■ **INFORMATION SHOWN**
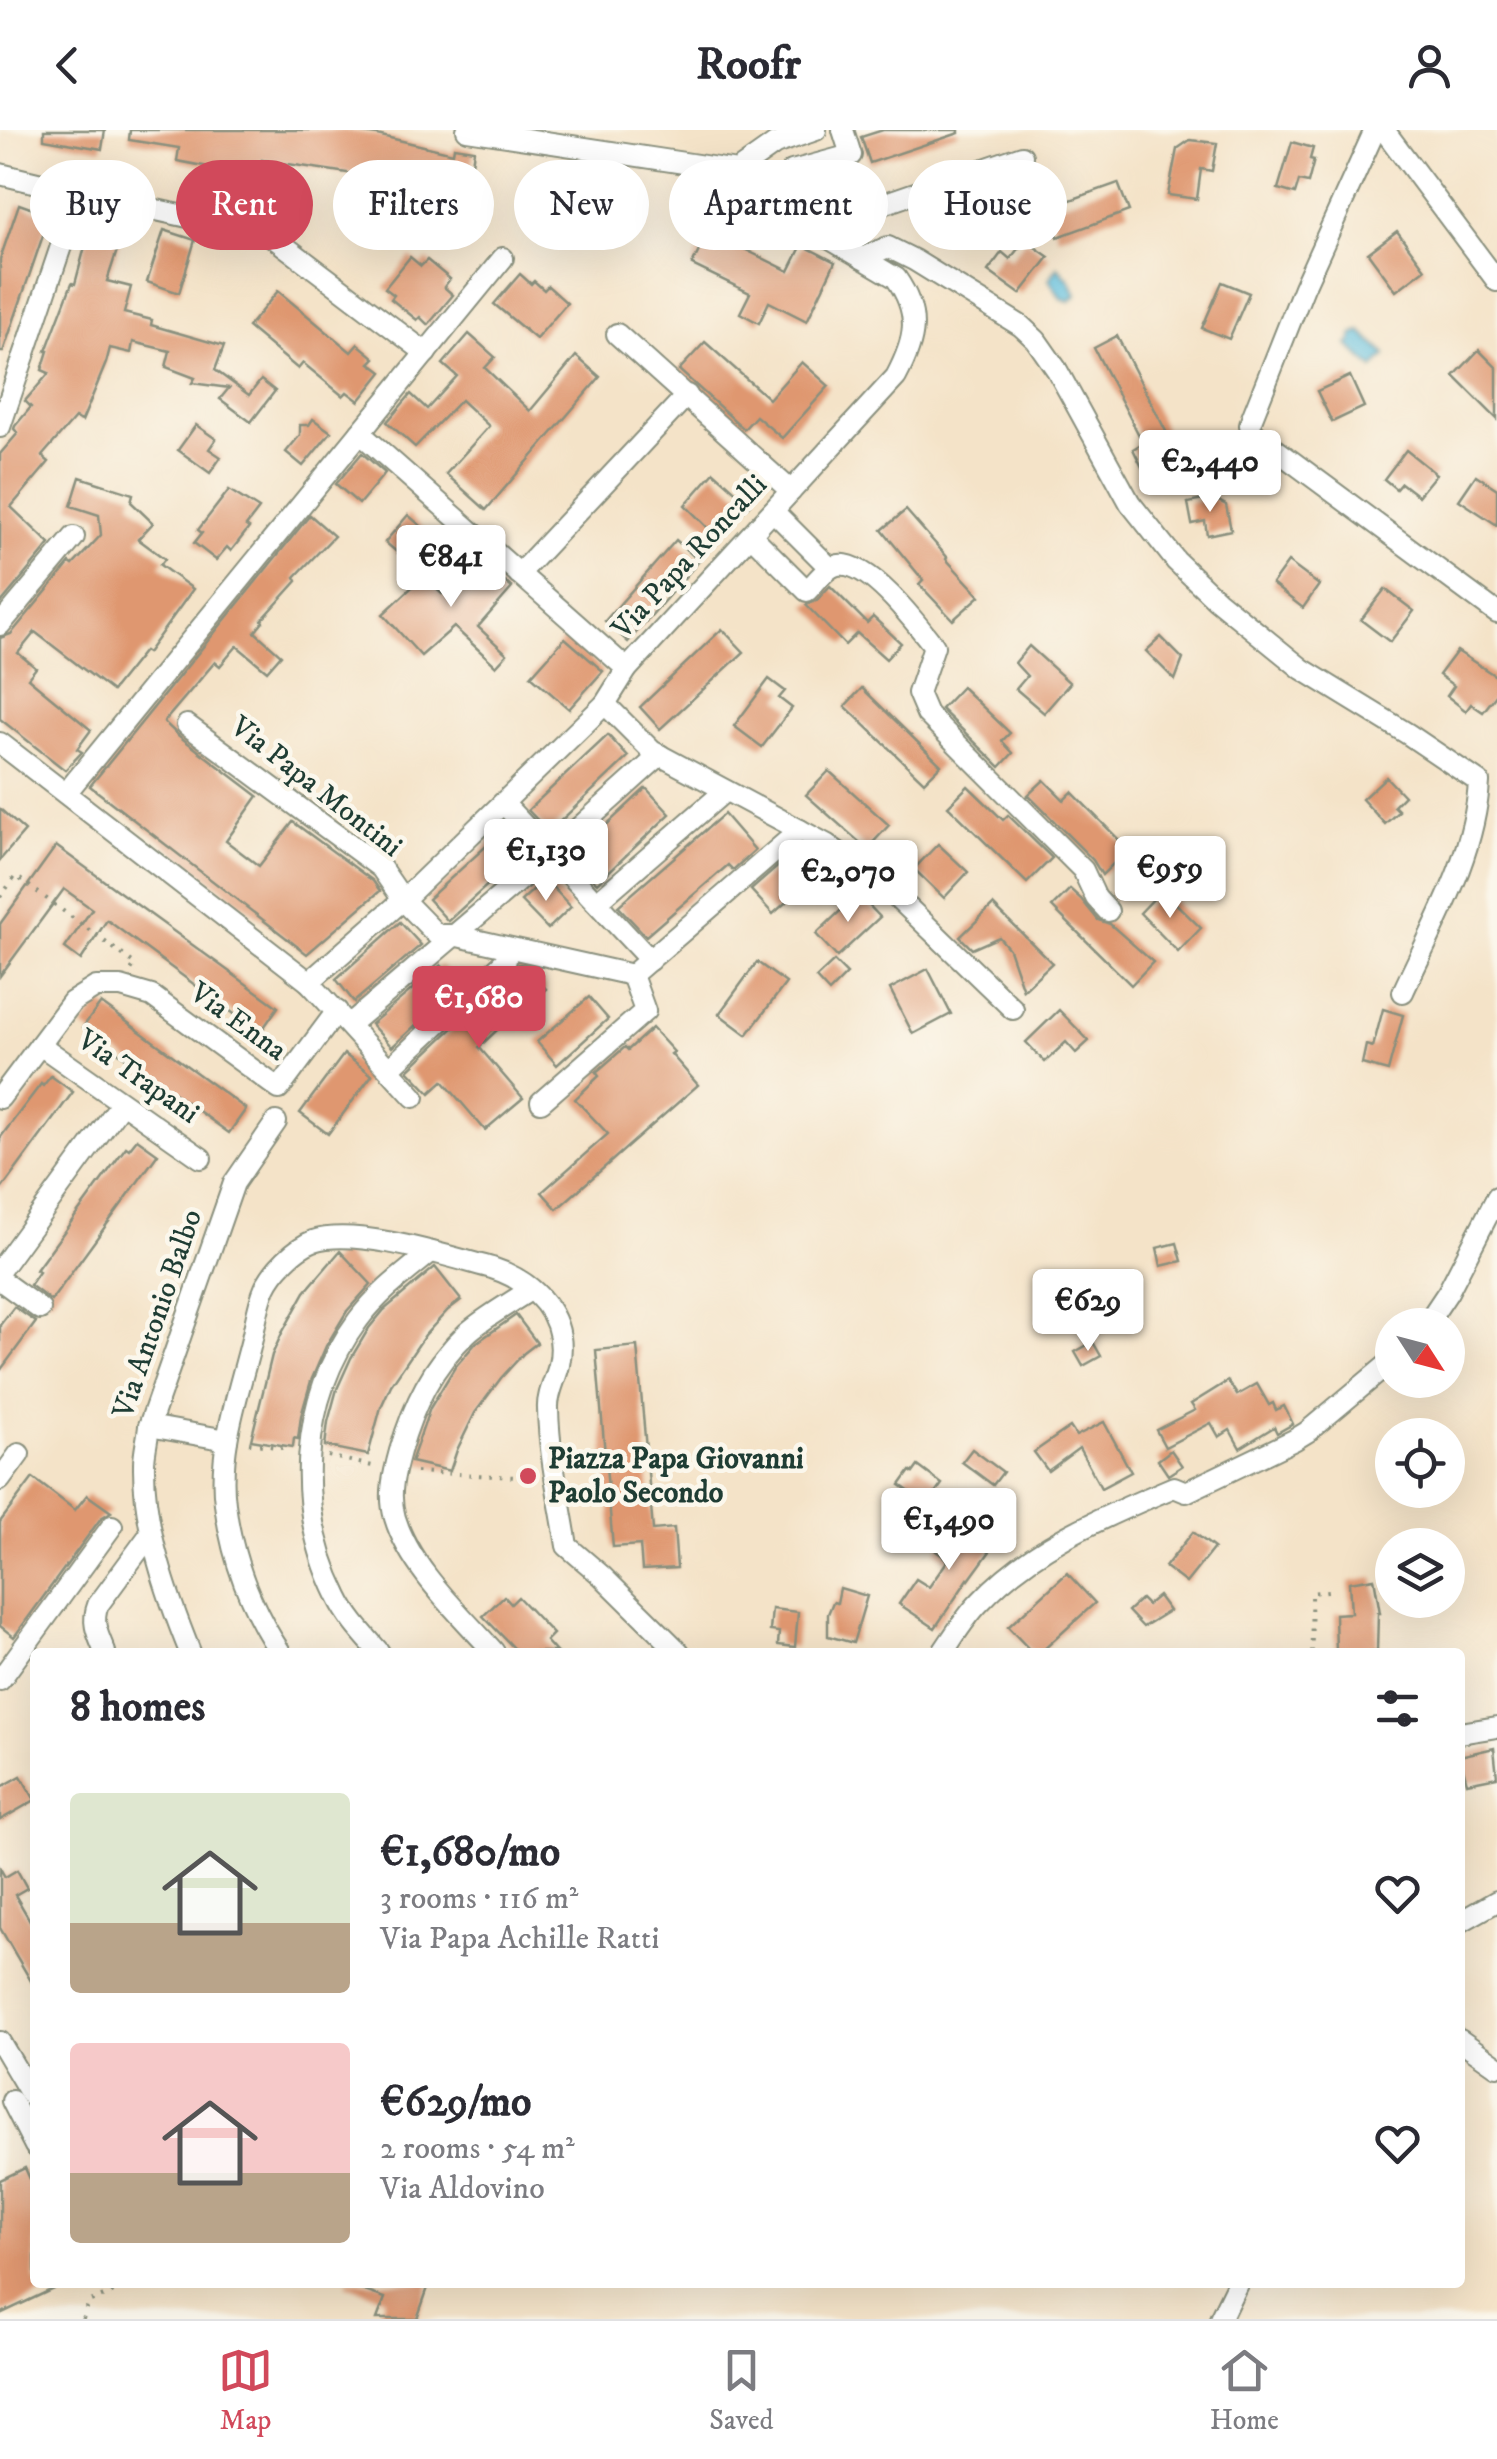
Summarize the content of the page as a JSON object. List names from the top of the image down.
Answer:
{
  "streets": {
    "street": [
      "Via Papa Roncalli",
      "Via Papa Montini",
      "Via Enna",
      "Via Trapani",
      "Via Antonio Balbo"
    ]
  },
  "crossings": [
    ["Via Papa Roncalli", "Via Papa Montini"]
  ],
  "places": ["Piazza Papa Giovanni Paolo Secondo"],
  "north": "bottom right",
  "page": {
    "header": "Roofr",
    "chip": [
      "Buy",
      "Rent",
      "Filters",
      "New",
      "Apartment",
      "House"
    ],
    "price": [
      "€2,440",
      "€841",
      "€1,130",
      "€959",
      "€2,070",
      "€1,680",
      "€629",
      "€1,490"
    ],
    "heading": "8 homes",
    "list": [
      {
        "name": "€1,680/mo",
        "note": "3 rooms · 116 m² · Via Papa Achille Ratti"
      },
      {
        "name": "€629/mo",
        "note": "2 rooms · 54 m² · Via Aldovino"
      }
    ],
    "tabs": ["Map", "Saved", "Home"]
  }
}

■ **WORK TO COMPLETE**
All entries above must be duplicated exactly; please omit any picture they hold.

■ **RESPONSE AREA**
Summarize the content of the page as a JSON object. List names from the top of the image down.
Answer:
{
  "streets": {
    "street": [
      "Via Papa Roncalli",
      "Via Papa Montini",
      "Via Enna",
      "Via Trapani",
      "Via Antonio Balbo"
    ]
  },
  "crossings": [
    ["Via Papa Roncalli", "Via Papa Montini"]
  ],
  "places": ["Piazza Papa Giovanni Paolo Secondo"],
  "north": "bottom right",
  "page": {
    "header": "Roofr",
    "chip": [
      "Buy",
      "Rent",
      "Filters",
      "New",
      "Apartment",
      "House"
    ],
    "price": [
      "€2,440",
      "€841",
      "€1,130",
      "€959",
      "€2,070",
      "€1,680",
      "€629",
      "€1,490"
    ],
    "heading": "8 homes",
    "list": [
      {
        "name": "€1,680/mo",
        "note": "3 rooms · 116 m² · Via Papa Achille Ratti"
      },
      {
        "name": "€629/mo",
        "note": "2 rooms · 54 m² · Via Aldovino"
      }
    ],
    "tabs": ["Map", "Saved", "Home"]
  }
}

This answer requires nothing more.